Search the records for the string "Keep" and report how many lines contain it, with nothing else.

### Supplied data
=======

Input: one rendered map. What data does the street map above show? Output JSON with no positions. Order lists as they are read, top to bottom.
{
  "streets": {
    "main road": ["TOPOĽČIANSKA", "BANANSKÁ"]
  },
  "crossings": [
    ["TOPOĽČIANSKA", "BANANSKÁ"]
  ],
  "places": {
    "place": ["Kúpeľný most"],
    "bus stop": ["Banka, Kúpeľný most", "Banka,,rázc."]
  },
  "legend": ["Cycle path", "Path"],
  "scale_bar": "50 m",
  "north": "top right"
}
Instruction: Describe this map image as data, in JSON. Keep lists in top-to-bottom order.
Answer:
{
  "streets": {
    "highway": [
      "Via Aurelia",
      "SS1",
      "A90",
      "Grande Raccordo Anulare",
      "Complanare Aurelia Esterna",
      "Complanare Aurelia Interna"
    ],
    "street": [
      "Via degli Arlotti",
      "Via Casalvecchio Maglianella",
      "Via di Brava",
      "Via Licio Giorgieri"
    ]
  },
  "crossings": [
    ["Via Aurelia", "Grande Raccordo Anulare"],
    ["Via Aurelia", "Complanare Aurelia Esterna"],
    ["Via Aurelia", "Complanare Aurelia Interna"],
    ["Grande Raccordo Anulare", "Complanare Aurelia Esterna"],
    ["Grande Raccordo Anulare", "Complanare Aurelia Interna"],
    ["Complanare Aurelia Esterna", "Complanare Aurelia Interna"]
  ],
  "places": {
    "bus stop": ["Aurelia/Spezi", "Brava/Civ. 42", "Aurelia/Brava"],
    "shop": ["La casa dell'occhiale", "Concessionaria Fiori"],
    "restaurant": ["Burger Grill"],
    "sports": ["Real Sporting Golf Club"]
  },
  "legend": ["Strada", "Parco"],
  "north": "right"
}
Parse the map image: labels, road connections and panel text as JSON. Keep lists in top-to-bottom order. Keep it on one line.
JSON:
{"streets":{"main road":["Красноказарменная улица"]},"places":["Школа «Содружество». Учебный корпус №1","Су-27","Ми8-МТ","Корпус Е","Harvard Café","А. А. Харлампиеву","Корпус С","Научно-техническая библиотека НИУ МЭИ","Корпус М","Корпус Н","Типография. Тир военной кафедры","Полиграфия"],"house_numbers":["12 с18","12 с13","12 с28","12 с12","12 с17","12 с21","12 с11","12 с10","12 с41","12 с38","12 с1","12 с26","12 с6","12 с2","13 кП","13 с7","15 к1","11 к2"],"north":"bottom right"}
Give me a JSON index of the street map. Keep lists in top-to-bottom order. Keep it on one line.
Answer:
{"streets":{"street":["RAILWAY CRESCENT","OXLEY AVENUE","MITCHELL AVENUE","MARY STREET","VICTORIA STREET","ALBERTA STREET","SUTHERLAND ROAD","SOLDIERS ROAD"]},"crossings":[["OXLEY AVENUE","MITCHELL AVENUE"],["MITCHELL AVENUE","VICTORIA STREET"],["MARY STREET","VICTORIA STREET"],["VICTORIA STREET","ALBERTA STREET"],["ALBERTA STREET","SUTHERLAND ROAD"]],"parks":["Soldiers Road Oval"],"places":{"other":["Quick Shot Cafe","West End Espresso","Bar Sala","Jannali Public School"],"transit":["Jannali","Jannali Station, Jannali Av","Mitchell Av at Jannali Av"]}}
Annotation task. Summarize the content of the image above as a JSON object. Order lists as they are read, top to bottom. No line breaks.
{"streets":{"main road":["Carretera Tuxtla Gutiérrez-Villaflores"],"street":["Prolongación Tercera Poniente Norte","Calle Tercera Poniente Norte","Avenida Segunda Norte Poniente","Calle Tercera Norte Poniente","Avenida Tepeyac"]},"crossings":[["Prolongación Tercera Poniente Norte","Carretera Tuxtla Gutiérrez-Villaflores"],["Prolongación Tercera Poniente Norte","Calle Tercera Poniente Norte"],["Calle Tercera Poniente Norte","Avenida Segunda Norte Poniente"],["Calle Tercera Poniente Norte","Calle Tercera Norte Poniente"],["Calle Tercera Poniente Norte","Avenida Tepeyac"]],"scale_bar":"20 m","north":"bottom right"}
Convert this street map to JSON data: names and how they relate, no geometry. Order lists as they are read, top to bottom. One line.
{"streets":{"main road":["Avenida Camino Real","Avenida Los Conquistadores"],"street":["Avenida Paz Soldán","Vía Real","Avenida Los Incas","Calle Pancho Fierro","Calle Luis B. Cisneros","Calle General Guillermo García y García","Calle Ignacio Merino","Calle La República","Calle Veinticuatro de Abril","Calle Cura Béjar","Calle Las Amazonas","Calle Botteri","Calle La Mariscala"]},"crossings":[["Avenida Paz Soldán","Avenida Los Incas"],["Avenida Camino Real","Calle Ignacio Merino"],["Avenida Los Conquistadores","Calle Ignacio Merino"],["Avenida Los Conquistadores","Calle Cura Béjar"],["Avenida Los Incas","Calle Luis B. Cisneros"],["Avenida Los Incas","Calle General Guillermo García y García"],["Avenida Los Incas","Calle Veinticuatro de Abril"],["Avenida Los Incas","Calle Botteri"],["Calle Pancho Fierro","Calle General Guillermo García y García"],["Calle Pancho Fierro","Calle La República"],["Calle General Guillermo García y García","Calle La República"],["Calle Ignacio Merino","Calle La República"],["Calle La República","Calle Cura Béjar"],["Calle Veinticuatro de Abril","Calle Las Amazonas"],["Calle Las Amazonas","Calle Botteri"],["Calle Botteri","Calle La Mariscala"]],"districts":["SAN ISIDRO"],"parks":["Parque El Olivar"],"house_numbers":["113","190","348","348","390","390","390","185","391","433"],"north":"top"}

=======

### Answer space
3